RIP, Dr. Wilson. –  DaniH Aug 25 '13 at 18:48

This is a great question. I won't claim to have the final answer, but I do think there is an important point to be made here.

Let's take the simple case of Rb87. There is a single electron in the valence shell, allowing the atomic structure to be described as "hydrogen-like." If you study the electronic structure, you find that the electron spin interacts with its own angular momentum about the nucleus. This gives rise to different possible orientations of angular momentum and spin with different energies. In other words, an energy splitting, known as fine structure. A further splitting of each of the fine structure lines results from the interaction of the electron's total angular momentum, and nuclear spin. This is called hyperfine structure and it's roughly 3 orders of magnitude weaker than FS (but still quite important). So in the end, the possible states an atom can occupy are given by it's hyperfine energy levels, which in Rb87 are usually separated on the order of 100 MHz. THE reference for line data can be found here.

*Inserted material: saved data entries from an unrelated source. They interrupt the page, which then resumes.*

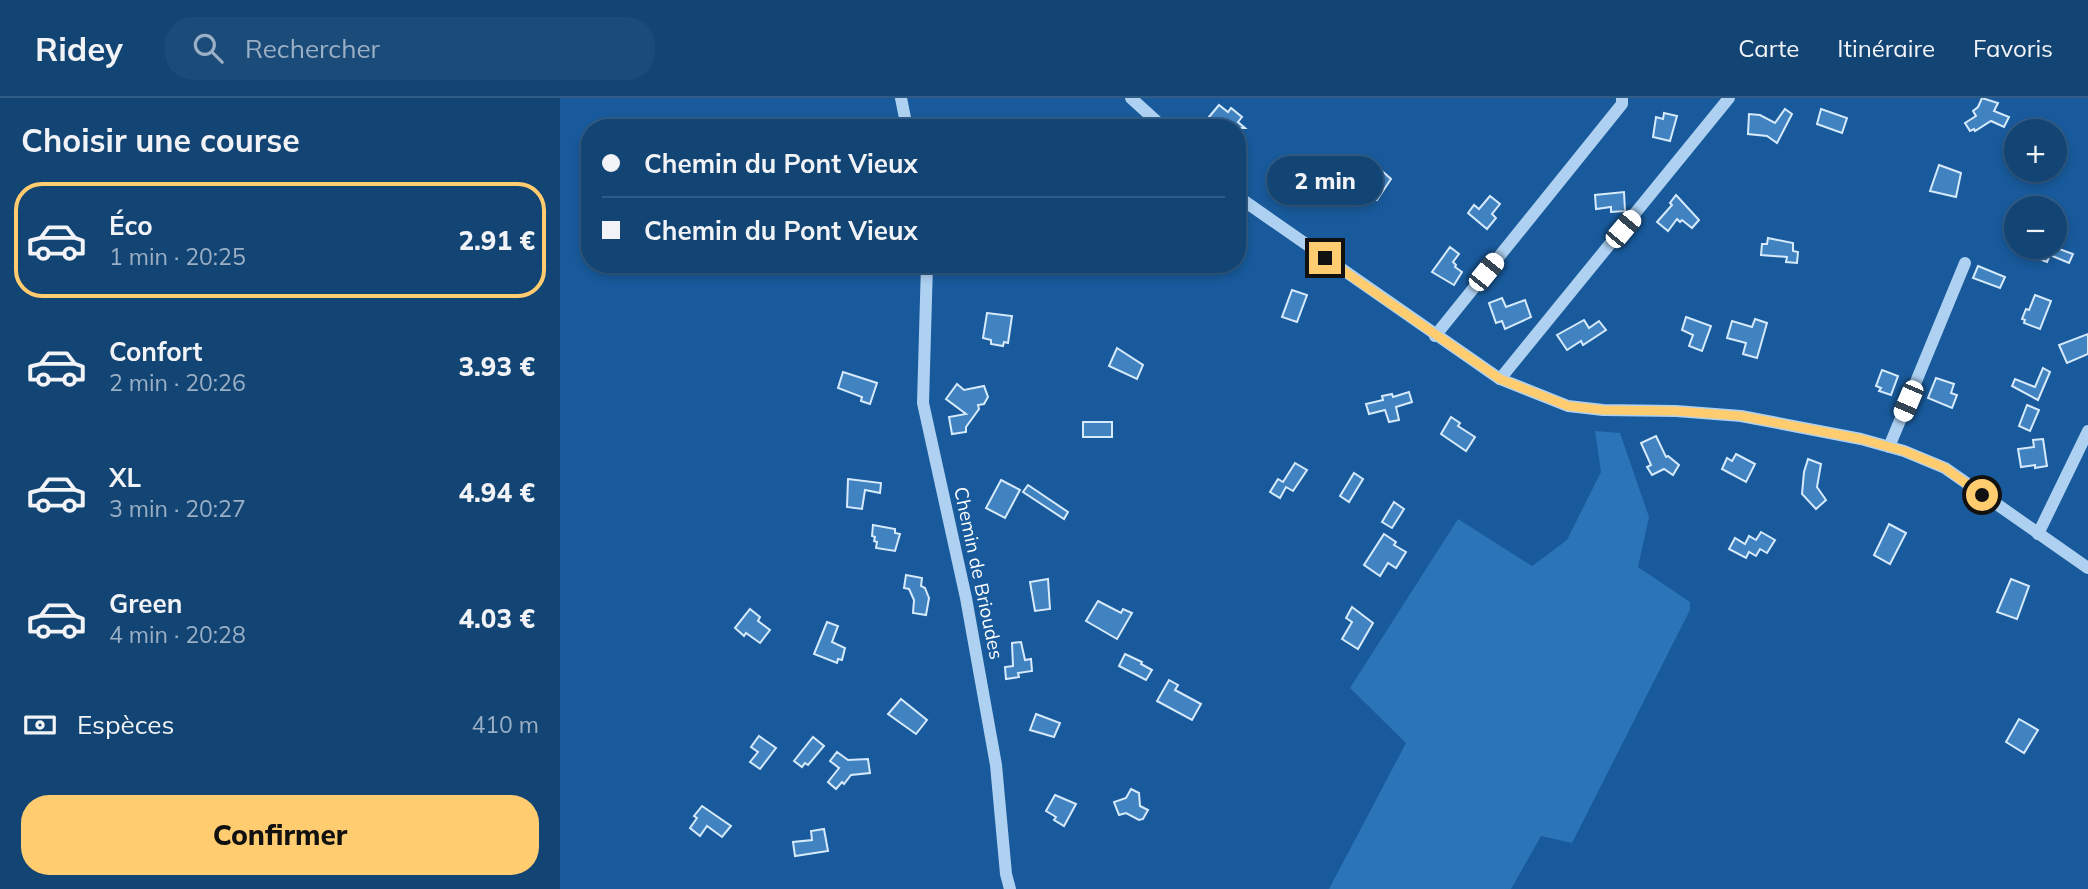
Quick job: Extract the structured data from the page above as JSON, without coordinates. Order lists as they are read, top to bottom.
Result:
{
  "streets": {
    "street": ["Chemin de Brioudes"]
  },
  "page": {
    "header": "Ridey",
    "search": "Rechercher",
    "nav": ["Carte", "Itinéraire", "Favoris"],
    "heading": "Choisir une course",
    "map_buttons": ["+", "−"],
    "banner": ["Chemin du Pont Vieux", "Chemin du Pont Vieux"],
    "bubble": "2 min",
    "list": [
      {
        "name": "Éco",
        "note": "1 min · 20:25",
        "value": "2.91 €"
      },
      {
        "name": "Confort",
        "note": "2 min · 20:26",
        "value": "3.93 €"
      },
      {
        "name": "XL",
        "note": "3 min · 20:27",
        "value": "4.94 €"
      },
      {
        "name": "Green",
        "note": "4 min · 20:28",
        "value": "4.03 €"
      }
    ],
    "pay": ["Espèces", "410 m"],
    "buttons": "Confirmer"
  }
}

The point is that the atomic state is all we have. The coupling of electronic and nuclear states means that expressing the bare electron wavefunction becomes fruitless, much in the same way that you would never expect to describe an entangled photon using a single particle wavefunction.

An illuminating example comes from Cooper pairing, which gives rise to superconductivity. Cooper pairs are bosons, and so they can Bose condense. But the wavefunctions of the constituent electrons are now tied to their partners, making it impossible to give the state of just one of these paired electrons.

Just a thought, I hope it helps.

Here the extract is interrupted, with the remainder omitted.